> _TRY IT_
A complete response lists each line of the data below that includes the word "function".

(Dataset entries)
◆ ◆ ◆ ◆ ◆

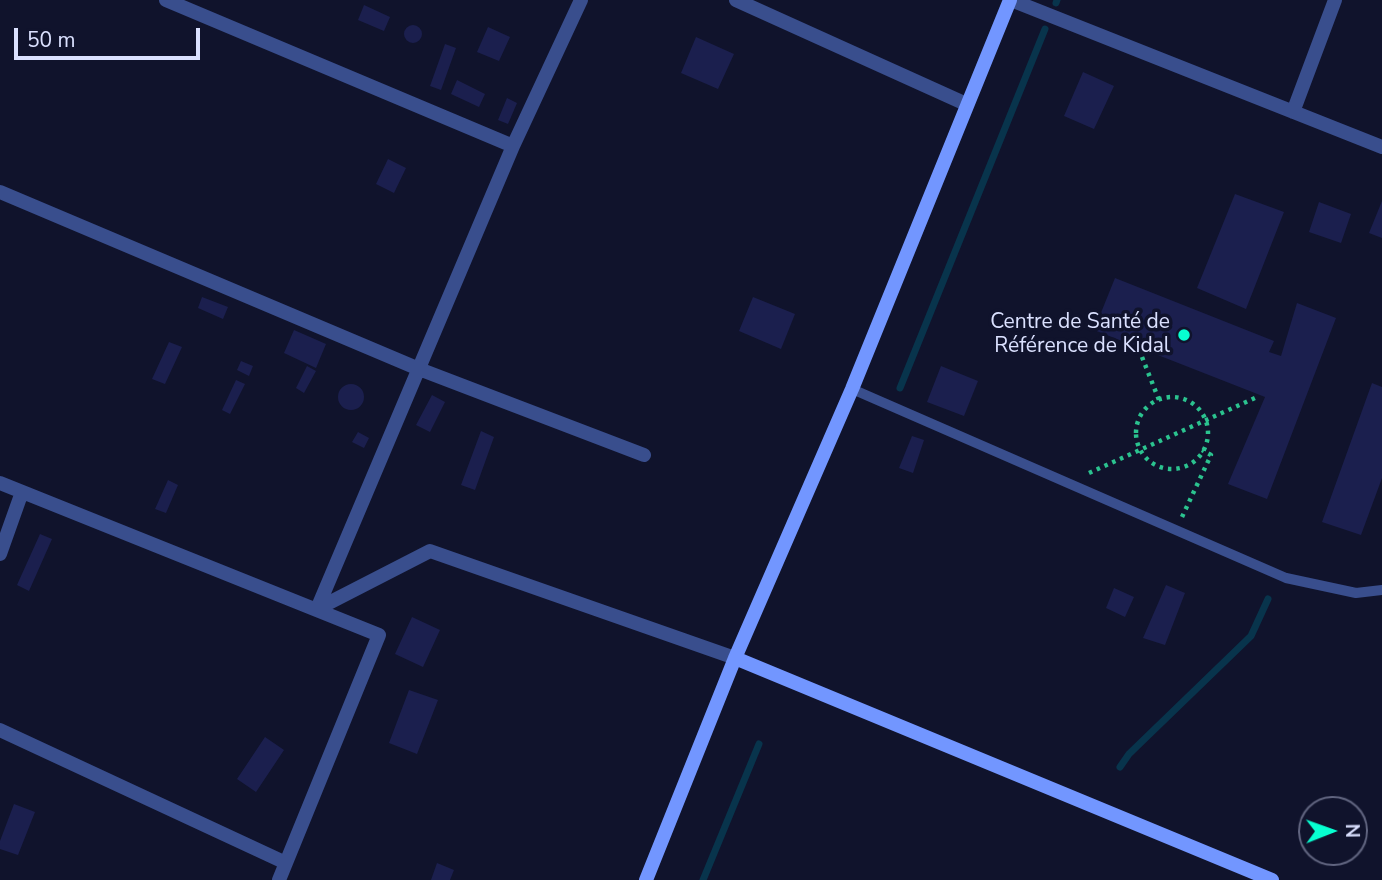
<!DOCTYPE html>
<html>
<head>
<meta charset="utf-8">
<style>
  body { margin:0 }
  #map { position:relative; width:1382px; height:880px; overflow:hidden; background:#10132c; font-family:"Nunito Sans",sans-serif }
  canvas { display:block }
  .north { position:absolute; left:1298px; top:796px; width:70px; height:70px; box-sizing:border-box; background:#10132c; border:2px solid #616580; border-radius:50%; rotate:89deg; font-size:19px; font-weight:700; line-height:28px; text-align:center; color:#dbe1ff }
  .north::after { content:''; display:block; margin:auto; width:24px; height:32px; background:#07ffd1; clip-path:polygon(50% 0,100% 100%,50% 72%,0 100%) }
  .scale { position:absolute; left:14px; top:28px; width:186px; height:32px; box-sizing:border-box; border:4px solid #dbe1ff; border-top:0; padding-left:9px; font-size:21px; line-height:24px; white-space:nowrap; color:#dbe1ff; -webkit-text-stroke:5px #10132c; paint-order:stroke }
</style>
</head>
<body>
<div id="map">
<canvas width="1382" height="880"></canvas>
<div class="north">N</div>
<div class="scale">50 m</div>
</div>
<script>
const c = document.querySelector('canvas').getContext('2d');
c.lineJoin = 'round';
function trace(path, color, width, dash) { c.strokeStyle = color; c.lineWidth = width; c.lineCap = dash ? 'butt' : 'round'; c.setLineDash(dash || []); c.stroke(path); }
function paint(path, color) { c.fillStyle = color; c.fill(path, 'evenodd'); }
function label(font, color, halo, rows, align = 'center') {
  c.font = font + ' "Nunito Sans",sans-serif'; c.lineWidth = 7; c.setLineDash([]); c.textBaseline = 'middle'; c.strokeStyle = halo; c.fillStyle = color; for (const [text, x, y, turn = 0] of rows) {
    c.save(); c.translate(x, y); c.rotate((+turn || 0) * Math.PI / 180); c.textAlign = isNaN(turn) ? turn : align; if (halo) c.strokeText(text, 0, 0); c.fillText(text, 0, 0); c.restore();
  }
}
const stream = new Path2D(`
  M1056 3 1057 0
  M900 388 1045 29
  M1120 767 1129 754 1251 636 1268 599
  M703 880 759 744`);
const building = new Path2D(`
  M364 5 390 17 384 31 358 20Z
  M404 34a9 9 0 1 1 18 0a9 9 0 1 1-18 0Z
  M488 27 510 37 499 61 477 52Z
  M696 37 734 54 718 89 681 73Z
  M445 44 456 48 441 90 430 86Z
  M1083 72 1114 86 1094 129 1064 116Z
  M457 80 485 94 479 107 451 94Z
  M507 98 517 103 508 124 498 120Z
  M388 159 406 168 394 193 376 184Z
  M1235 194 1284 212 1246 309 1197 288Z
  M1382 201V238L1369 233Z
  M1319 202 1351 214 1341 243 1309 232Z
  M1115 278 1274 341 1269 352 1281 356 1297 303 1336 318 1267 499 1228 484 1265 397 1094 330Z
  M202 297 228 307 223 319 198 308Z
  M753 297 795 314 781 349 739 331Z
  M294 330 326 344 316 368 284 353Z
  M169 342 182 347 165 384 152 379Z
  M241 361 253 366 249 376 237 370Z
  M307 366 316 371 304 393 296 388Z
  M941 366 978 381 964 416 927 402Z
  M236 380 245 384 230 414 222 410Z
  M1372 383 1382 387V478L1361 535 1322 522Z
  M338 397a13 13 0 1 1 26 0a13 13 0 1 1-26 0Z
  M432 395 445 402 430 432 416 425Z
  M481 431 494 437 475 490 461 485Z
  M358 432 369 438 364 448 352 442Z
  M912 436 924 440 913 473 899 468Z
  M168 480 178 485 166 513 155 509Z
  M40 534 52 539 29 591 17 585Z
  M1166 585 1185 593 1165 645 1143 638Z
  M1114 588 1134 597 1125 617 1106 608Z
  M412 617 440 630 423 667 395 654Z
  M409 690 438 700 417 754 389 743Z
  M265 737 284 750 256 792 237 779Z
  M14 804 35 812 18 855 0 849V841Z
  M437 863 454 870 450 880H431Z`);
const path = new Path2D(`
  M1142 357 1159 400
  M1136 433a36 36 0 1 1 72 0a36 36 0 1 1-72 0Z
  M1089 473 1255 398
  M1182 517 1211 455 1202 450`);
const lane = new Path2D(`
  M852 389 1286 578 1356 593 1382 590`);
const street = new Path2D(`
  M166 0 513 146
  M736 0 966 104
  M1011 0 1382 147
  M1293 112 1335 0
  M0 192 419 369 644 455
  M0 483 379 635 279 880
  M0 554 22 492
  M317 609 513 146 581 0
  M317 609 430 551 735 658
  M0 730 286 863`);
const secondary = new Path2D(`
  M735 658 1272 880
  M646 880 735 658 852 389 1010 0`);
const markers = [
  [1184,335,7,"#07ffd1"]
];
const poiNames = [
  ["Centre de Santé de",1170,323],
  ["Référence de Kidal",1170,347]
];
trace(stream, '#08344c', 7);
paint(building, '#1b1f4e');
trace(path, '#2bc38f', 4.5, [3.5, 5]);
trace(lane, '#394e8d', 10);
trace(street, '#394e8d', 14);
trace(secondary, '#7296ff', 14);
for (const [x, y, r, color] of markers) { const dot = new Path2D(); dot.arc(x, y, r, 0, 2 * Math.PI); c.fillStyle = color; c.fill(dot); trace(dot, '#10132c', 2.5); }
label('21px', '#dbe1ff', '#10132c', poiNames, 'right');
</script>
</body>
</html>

◆ ◆ ◆ ◆ ◆

> _RESPONSE_
function trace(path, color, width, dash) { c.strokeStyle = color; c.lineWidth = width; c.lineCap = dash ? 'butt' : 'round'; c.setLineDash(dash || []); c.stroke(path); }
function paint(path, color) { c.fillStyle = color; c.fill(path, 'evenodd'); }
function label(font, color, halo, rows, align = 'center') {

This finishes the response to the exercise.